Find the line containing "display:grid; grid-template-columns:52px 1fr" in the listing below. Repeat it exactly, along with each following line up to and including the one containing "flex:none; width:44px; height:44px;".

- DATASET EXTRACT:
Start of Block
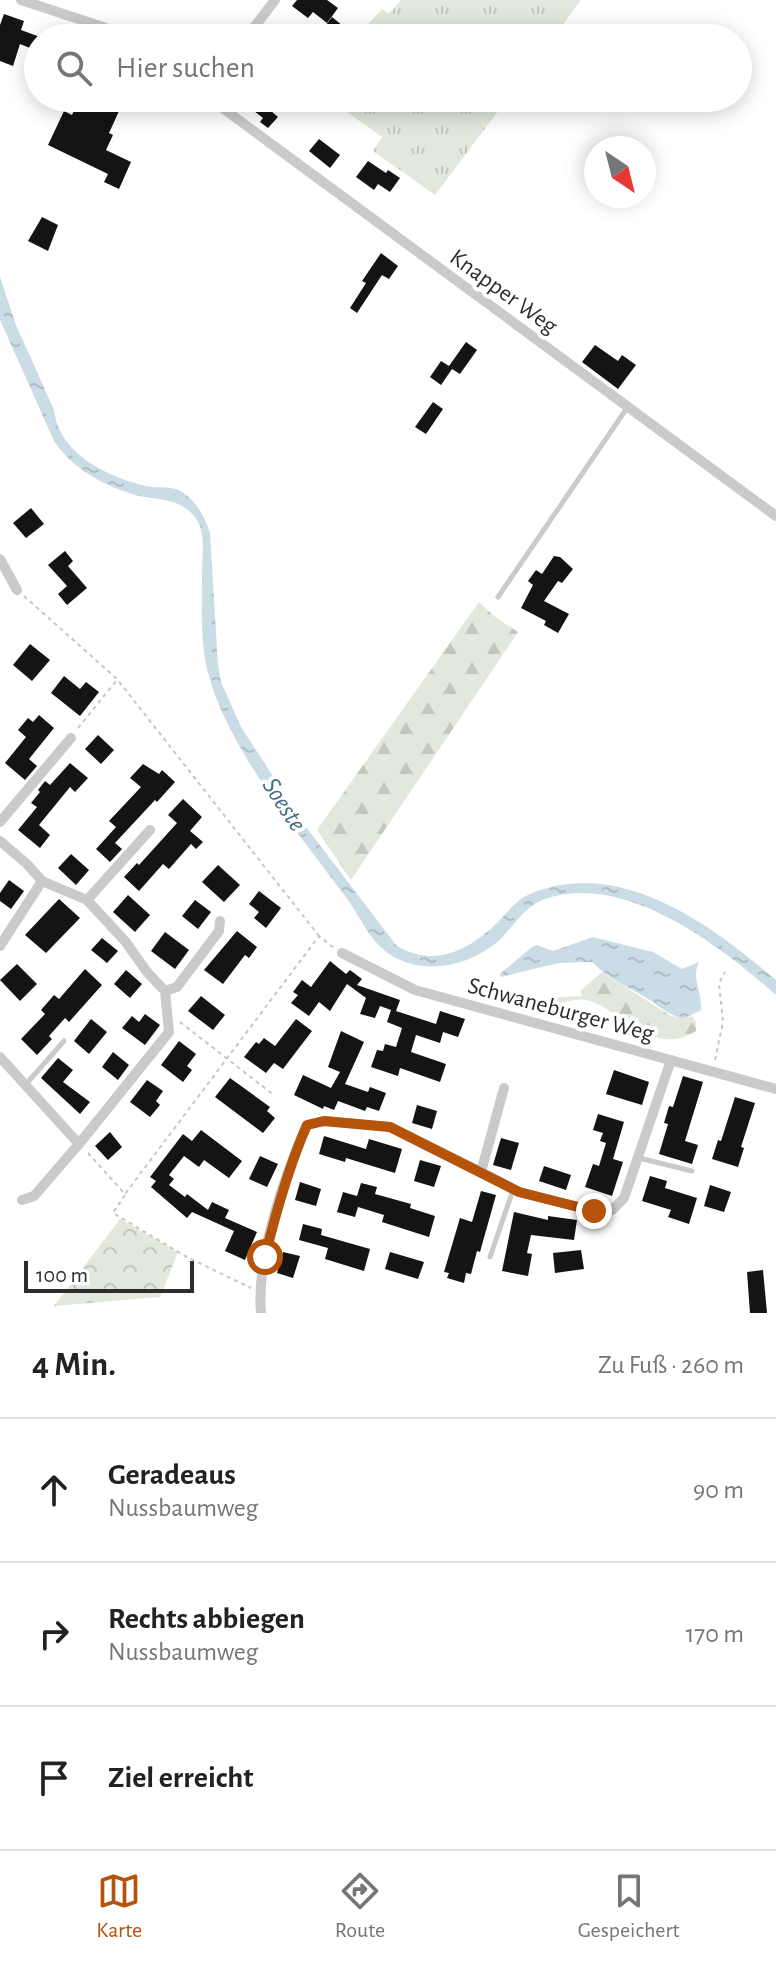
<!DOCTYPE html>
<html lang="de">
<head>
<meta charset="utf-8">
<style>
	:root { --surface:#fff; --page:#f2f2f2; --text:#222; --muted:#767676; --line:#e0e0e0; --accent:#b45309 }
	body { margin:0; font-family:"Alegreya Sans",sans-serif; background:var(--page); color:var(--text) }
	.compass { position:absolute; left:584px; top:136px; width:72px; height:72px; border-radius:50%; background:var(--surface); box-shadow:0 4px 20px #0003; rotate:145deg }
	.scale { position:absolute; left:24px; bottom:20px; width:170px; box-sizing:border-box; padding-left:8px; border:4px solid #2d2d2d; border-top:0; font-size:22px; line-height:28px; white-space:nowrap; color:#2d2d2d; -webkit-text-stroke:6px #fff; paint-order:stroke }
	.stop { position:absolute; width:24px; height:24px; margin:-18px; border:6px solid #b45309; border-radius:50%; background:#fff }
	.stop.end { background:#b45309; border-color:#fff; box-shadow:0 2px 8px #0008 }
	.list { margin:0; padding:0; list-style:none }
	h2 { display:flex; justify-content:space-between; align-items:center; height:104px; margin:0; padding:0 32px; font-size:34px }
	h2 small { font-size:26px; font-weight:400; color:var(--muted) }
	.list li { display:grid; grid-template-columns:52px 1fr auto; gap:24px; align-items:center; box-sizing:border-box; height:144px; padding:0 32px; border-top:2px solid var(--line) }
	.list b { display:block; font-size:30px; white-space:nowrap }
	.list p { margin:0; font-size:26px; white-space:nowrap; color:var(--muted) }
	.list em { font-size:26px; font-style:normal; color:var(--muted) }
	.icon { flex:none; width:44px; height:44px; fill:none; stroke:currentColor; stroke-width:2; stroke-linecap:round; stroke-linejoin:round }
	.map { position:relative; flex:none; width:776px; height:1313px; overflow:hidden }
	.search { position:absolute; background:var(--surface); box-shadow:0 4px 20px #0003; left:24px; right:24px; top:24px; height:88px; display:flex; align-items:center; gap:20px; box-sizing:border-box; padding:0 28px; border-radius:44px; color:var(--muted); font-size:30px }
	.sheet { height:536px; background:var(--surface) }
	nav { display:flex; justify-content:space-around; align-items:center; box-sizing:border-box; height:112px; border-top:2px solid var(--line); background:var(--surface); font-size:22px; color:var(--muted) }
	nav a { display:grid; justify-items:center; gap:4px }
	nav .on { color:var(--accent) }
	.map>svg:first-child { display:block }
</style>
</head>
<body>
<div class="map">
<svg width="776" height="1313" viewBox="0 0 776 1313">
	<defs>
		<pattern id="grass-tufts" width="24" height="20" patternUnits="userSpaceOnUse" patternTransform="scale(2)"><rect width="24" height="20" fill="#e3e8dc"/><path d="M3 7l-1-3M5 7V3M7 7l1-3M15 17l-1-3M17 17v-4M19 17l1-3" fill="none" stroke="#c3c7bd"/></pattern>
		<pattern id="forest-firs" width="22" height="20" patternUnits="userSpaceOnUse" patternTransform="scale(2)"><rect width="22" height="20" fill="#e3e8dc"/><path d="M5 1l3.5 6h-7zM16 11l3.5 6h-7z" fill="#c3c7bd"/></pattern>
		<pattern id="park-crowns" width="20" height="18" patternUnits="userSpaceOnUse" patternTransform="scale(2)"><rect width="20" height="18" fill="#e3e8dc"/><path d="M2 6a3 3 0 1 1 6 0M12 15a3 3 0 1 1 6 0" fill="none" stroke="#c3c7bd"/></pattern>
		<pattern id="water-ripples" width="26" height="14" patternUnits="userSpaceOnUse" patternTransform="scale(2)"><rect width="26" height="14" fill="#cadce6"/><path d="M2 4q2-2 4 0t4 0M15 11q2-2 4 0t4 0" fill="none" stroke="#aebdc6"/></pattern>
	</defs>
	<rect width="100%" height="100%" fill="#fff"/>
	<g fill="url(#grass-tufts)">
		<path d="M401,0H581L553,38H355L382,9L389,14Z"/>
		<path d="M327,98H508L435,195L373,151L382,137Z"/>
	</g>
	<g fill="url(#forest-firs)">
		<path d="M479,602L494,616L518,632L351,880L317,830Z"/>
		<path d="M602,972L671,1016L683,1019L692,1016L696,1022V1031C652,1059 623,1009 586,1000C575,998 560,1004 549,1007L546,1002L559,997L582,996L580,991Z"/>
	</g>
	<path fill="url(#park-crowns)" d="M120,1219L178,1252L160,1297L54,1306Z"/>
	<g fill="url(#water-ripples)">
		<path d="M0,277L16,325L54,410C59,454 108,477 146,486C158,489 171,485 182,492C197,502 205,517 210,533L218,665L221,682L241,727L306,827L396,945C433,969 470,950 498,922C508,912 517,899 530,894C620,856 711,925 776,980V995C721,946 624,871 545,899C522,907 514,928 496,943C471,963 436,973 405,962C399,960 390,955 384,950C368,937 358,913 345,896C300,835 229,750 209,676C200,646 202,611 202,580C201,562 207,536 197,520C180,495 157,502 132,494C101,484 72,468 54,441L0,320Z"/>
		<path d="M593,937L653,952L682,969L699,962C691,978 702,991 701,1010L683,1019C668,1015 658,1005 645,997C626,986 608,978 592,962L559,963L500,977V974L532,947L537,945L553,951Z"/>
	</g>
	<g fill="#141414">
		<path d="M297,0H327L338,8L327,23L313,12L308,18L292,6Z"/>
		<path d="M4,14L24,21L21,30L40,37L35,50L20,44L13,66L0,61V25Z"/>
		<path d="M332,17L348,30L341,38H316Z"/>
		<path d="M80,98H125L109,133L113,135L106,150L131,162L119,189L104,182L108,174L48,145L64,111L72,115Z"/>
		<path d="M250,98H268L263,104L278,117L268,128L260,122L263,118L245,104Z"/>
		<path d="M319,139L340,155L330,168L309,151Z"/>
		<path d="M368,161L386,173L388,170L400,178L390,192L378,184L374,190L356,177Z"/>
		<path d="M42,217L58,225L48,251L28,241Z"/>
		<path d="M381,253L398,266L389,279L382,275L357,313L350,308L366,283L362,281Z"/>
		<path d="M466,342L477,350L460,374L452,369L441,385L430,377L441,361L449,366Z"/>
		<path d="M595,345L618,361L622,355L636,365L618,389L582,362Z"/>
		<path d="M433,402L443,409L426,434L415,427Z"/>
		<path d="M31,508L44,524L26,538L13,523Z"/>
		<path d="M65,551L73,561L68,566L87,588L67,605L58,594L67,586L48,565Z"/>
		<path d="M554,556L560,557L573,569L562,583L558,581L544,601L569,614L558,633L544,625L546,621L521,608L533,585L528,581L536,570L542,574Z"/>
		<path d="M30,644L50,660L32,681L13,665Z"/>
		<path d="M64,676L80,689L86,682L99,692L80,716L51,693Z"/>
		<path d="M39,715L54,728L29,759L37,766L25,780L5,763L26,737L18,730L28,718L33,722Z"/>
		<path d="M98,735L114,750L101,764L85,749Z"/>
		<path d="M70,763L88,778L75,792L70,787L39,825L50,835L40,848L18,830L37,807L31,803L40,792L38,790L45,781L50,785Z"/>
		<path d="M143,764L159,774L162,770L175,782L157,802L155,800L115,843L122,849L110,862L96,849L116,827L109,821L141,787L130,778Z"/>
		<path d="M183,799L202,817L190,831L203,842L196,849L191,844L169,869L163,864L139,891L124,877L137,863L139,865L177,823L168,815Z"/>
		<path d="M71,854L89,870L76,885L58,868Z"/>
		<path d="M218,865L240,885L224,902L202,882Z"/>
		<path d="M9,880L24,891L11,909L0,901V893Z"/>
		<path d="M259,891L281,908L266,928L254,918L259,912L249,904Z"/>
		<path d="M128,895L150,915L135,932L113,912Z"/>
		<path d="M59,899L80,918L46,953L25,935Z"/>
		<path d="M195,900L211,912L198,929L182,916Z"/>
		<path d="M237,931L257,947L249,958L245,955L223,984L204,970Z"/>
		<path d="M165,932L189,950L175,969L151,951Z"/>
		<path d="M102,938L118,951L107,963L91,950Z"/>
		<path d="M330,961L346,974L350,970L362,979L357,985L400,1000L396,1011L436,1024L440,1011L465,1019L458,1037L443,1032L440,1043L416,1035L411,1052L446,1064L440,1082L400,1068L398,1076L371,1067L377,1050L383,1051L385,1044L396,1047L402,1028L387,1022L391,1010L380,1006L375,1018L360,1014L366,998L347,984L330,1011L319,1002L309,1016L291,1003L298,995L293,992L302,980L311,987Z"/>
		<path d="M17,964L37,984L20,1001L0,980Z"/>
		<path d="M85,969L102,985L69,1022L65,1018L49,1036L52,1039L37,1055L21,1039L45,1014L41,1010L54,995L59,999Z"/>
		<path d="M126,970L142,984L130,998L114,984Z"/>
		<path d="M201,996L225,1015L213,1030L188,1011Z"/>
		<path d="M145,1014L160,1025L145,1045L122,1028L132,1016L139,1022Z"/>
		<path d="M91,1019L107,1032L89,1054L74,1041Z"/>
		<path d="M296,1019L312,1031L283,1069L274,1063L266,1073L244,1057L256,1042L259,1044L264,1038L275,1046Z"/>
		<path d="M341,1031L364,1042L345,1084L368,1092L370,1087L386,1093L379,1111L367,1107L365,1111L338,1101L334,1110L324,1106L323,1109L294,1095L303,1075L331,1088L340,1072L328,1067Z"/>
		<path d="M179,1041L196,1054L187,1066L192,1070L183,1082L161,1065Z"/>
		<path d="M113,1052L129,1065L118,1080L102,1067Z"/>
		<path d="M58,1058L73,1070L63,1082L90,1102L80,1114L41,1078Z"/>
		<path d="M614,1070L649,1082L642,1105L606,1094Z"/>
		<path d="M683,1076L703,1082L685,1141L698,1145L692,1164L659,1154L668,1124L664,1123L669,1106L673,1107Z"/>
		<path d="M230,1078L270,1107L267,1111L275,1118L263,1133L215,1097Z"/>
		<path d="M147,1080L163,1091L156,1101L160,1105L150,1117L130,1102Z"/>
		<path d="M735,1097L755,1103L741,1147L744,1148L738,1167L712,1159L718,1140L721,1141Z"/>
		<path d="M417,1105L437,1111L432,1129L412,1123Z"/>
		<path d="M598,1114L624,1122L613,1159L623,1162L612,1196L585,1187L593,1164L599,1166L606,1143L600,1141L603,1133L593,1130Z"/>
		<path d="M201,1130L242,1161L229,1178L204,1160L199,1167L184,1156L169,1175L174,1179L169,1185L185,1197L187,1194L208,1210L212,1202L229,1210L225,1218L257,1232L245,1260L225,1251L234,1231L192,1212L187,1218L151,1187L156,1181L150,1177L183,1134L192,1141Z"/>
		<path d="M110,1132L122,1147L108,1160L95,1146Z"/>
		<path d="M324,1136L366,1149L369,1139L402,1149L395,1173L346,1158L345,1162L319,1154Z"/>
		<path d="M501,1138L519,1143L511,1170L493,1165Z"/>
		<path d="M260,1156L278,1164L267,1187L249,1179Z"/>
		<path d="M420,1160L441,1166L434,1187L414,1181Z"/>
		<path d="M544,1166L571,1175L566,1190L539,1181Z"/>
		<path d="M650,1176L667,1181L665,1188L697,1198L689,1224L668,1217L671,1210L642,1201Z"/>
		<path d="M300,1182L321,1189L316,1206L295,1200Z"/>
		<path d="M361,1183L377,1187L375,1194L411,1204L410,1208L435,1216L429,1237L382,1222L384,1215L358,1207L355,1217L337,1212L343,1192L357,1196Z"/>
		<path d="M710,1185L731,1192L724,1212L704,1206Z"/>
		<path d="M481,1191L496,1195L480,1252L477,1251L471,1274L466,1273L464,1283L447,1278L449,1273L444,1272L460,1218L472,1222Z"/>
		<path d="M514,1212L548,1220V1216L577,1220L574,1240L531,1235L527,1253L532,1254L528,1276L502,1271Z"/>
		<path d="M303,1224L322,1229L321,1235L370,1249L364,1271L325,1259L328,1248L299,1240Z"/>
		<path d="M581,1250L584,1269L555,1273L553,1253Z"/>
		<path d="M283,1252L300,1256L293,1278L277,1273Z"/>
		<path d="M390,1252L424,1262L418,1279L385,1269Z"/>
		<path d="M763,1270L767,1313H750L747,1272Z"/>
	</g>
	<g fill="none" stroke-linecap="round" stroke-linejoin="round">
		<g stroke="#c7c7c7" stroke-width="2" stroke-dasharray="4 4" stroke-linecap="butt">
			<path d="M24,596L117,679L319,936"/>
			<path d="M78,728L117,680"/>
			<path d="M180,1022L275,1096"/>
			<path d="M715,1060L723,1022L719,983L725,972"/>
			<path d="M88,1153L125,1194L319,936L334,948"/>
			<path d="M125,1195L113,1213L185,1256L251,1288"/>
		</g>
		<g stroke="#cacaca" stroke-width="5">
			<path d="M498,597L627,408"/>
			<path d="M27,1083L64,1041"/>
			<path d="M639,1158L692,1171"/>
			<path d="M490,1257L513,1190"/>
		</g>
		<g stroke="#cacaca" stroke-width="10">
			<path d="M21,0L103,27L127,38"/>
			<path d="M246,38L275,0"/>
			<path d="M209,98L776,516"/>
			<path d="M0,559L17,590"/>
			<path d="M0,822L71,738"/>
			<path d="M0,841L27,864L42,881L87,900L125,941L147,972L165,991L169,1032L79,1144"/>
			<path d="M87,900L150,830"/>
			<path d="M0,946L42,881"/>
			<path d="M342,953L415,990L776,1089"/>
			<path d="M165,991L177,987L219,931L220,921"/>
			<path d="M0,1057L79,1144L34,1196L22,1200"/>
			<path d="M481,1172L519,1192L594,1211L612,1210L624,1198L671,1060"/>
			<path d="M261,1313C256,1258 284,1176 307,1125L324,1121L390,1127L481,1172L504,1088"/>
		</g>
	</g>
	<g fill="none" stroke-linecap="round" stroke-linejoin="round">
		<path stroke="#b45309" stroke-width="10" d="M265,1257C276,1212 288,1168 307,1125L324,1121L390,1127L519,1192L594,1211"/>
	</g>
	<g text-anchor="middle" stroke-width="8" stroke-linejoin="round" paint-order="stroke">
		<g font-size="24" fill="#2d2d2d" stroke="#fff">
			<text transform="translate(504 291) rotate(36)" y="8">Knapper Weg</text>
			<text transform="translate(561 1009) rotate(15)" y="8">Schwaneburger Weg</text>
		</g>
		<g font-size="26" font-style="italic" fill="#456e84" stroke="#fff">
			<text transform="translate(285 804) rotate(57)" y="9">Soeste</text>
		</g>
	</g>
</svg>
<svg class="compass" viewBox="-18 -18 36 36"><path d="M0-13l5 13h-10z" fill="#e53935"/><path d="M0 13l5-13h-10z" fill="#767676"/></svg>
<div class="scale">100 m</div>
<div class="stop" style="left:265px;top:1257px"></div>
<div class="stop end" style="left:594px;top:1211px"></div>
<div class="search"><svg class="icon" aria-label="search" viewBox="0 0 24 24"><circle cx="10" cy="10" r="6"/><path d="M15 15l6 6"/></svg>Hier suchen</div>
</div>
<section class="sheet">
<h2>4 Min.<small>Zu Fuß · 260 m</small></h2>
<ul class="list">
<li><svg class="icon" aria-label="ahead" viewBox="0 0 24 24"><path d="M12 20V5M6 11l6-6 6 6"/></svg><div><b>Geradeaus</b><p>Nussbaumweg</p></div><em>90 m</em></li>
<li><svg class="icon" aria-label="right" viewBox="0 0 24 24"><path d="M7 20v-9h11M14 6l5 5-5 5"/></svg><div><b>Rechts abbiegen</b><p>Nussbaumweg</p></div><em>170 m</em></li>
<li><svg class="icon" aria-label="arrive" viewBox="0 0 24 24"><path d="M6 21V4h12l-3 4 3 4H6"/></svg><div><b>Ziel erreicht</b></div></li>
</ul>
</section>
<nav>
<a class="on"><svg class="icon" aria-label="map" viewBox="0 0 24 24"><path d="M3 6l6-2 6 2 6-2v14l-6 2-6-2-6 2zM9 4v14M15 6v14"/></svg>Karte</a>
<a><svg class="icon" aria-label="directions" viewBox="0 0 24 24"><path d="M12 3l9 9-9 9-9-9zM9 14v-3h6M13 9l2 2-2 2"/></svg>Route</a>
<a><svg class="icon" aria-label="saved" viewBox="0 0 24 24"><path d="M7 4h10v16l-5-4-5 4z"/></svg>Gespeichert</a>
</nav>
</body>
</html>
End of Block
- ANSWER TO THE EXERCISE:
	.list li { display:grid; grid-template-columns:52px 1fr auto; gap:24px; align-items:center; box-sizing:border-box; height:144px; padding:0 32px; border-top:2px solid var(--line) }
	.list b { display:block; font-size:30px; white-space:nowrap }
	.list p { margin:0; font-size:26px; white-space:nowrap; color:var(--muted) }
	.list em { font-size:26px; font-style:normal; color:var(--muted) }
	.icon { flex:none; width:44px; height:44px; fill:none; stroke:currentColor; stroke-width:2; stroke-linecap:round; stroke-linejoin:round }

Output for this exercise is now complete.